There are many documents you can and should use for your Massachusetts estate plan. Medical care considerations can become especially complicated as you weigh the resources available to help cover the cost. The recent Massachusetts Appeals Court case of Heyn vs. Dir. of the Ofc. of Medicaid (15-P-166) reinforces a grantor’s ability to create an irrevocable trust, which could then make him or her eligible for Medicaid benefits.
In this case, the grantor, now deceased, created a self-settled irrevocable inter vivos trust, transferring the title to her home to the trust, while retaining a life estate interest that would not make her ineligible for Medicaid benefits. The grantor moved into a skilled nursing facility and applied for Masshealth benefits to pay for the cost of her care, which were originally approved. After a little over a year at the nursing facility, she was notified that her benefits were terminated based on the agency’s determination that the home held by the trust should be considered a countable asset, rendering her ineligible for benefits.
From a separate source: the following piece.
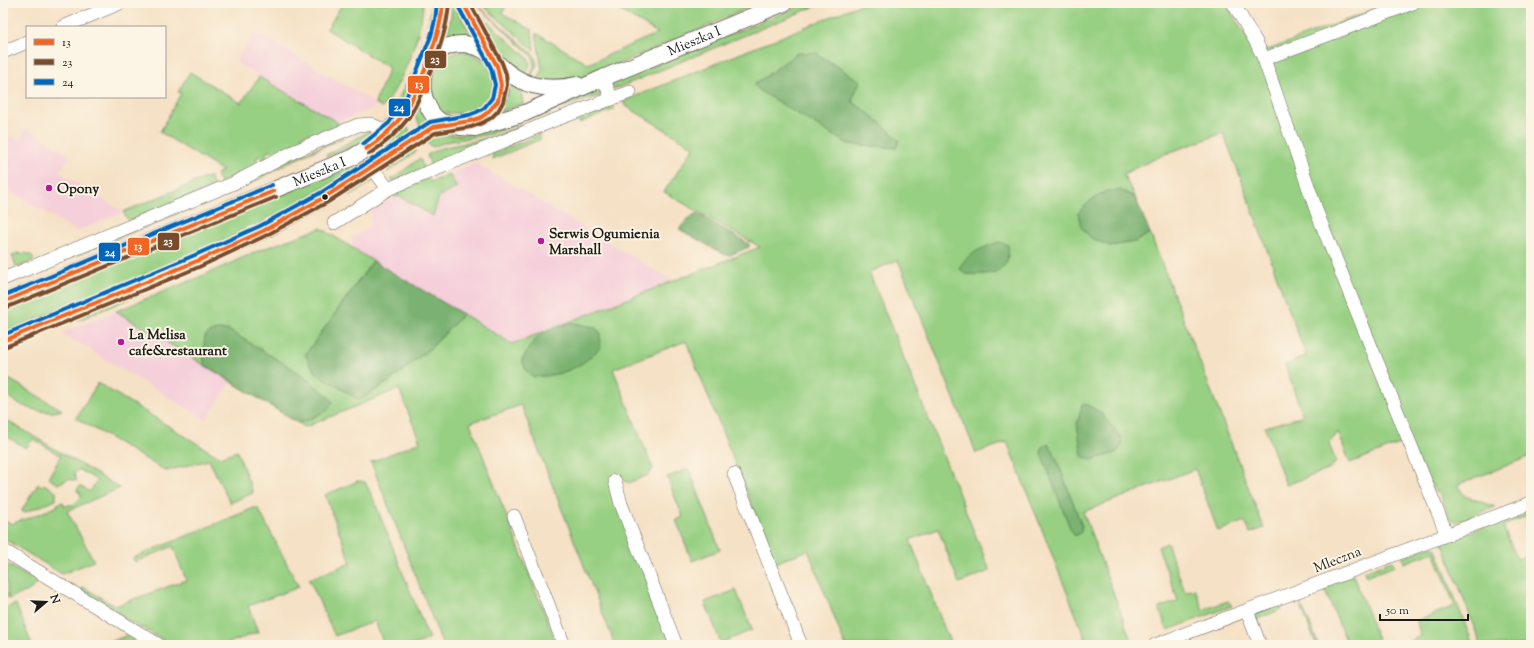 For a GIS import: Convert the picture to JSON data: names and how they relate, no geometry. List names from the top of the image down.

The grantor of the estate appealed, but she died before a decision was issued upholding the termination of benefits. The hearing officer determined that the trust allowed the trustee to sell the assets and invest the proceeds of the sale in other forms of investments, like an annuity. The officer reasoned that annuity payments can create income for the grantor, which should be considered a “countable asset” for determining Medicaid/Masshealth benefits eligibility. The Superior Court upheld the hearing officer’s ruling, and the case went on to the Appeals Court of Massachusetts.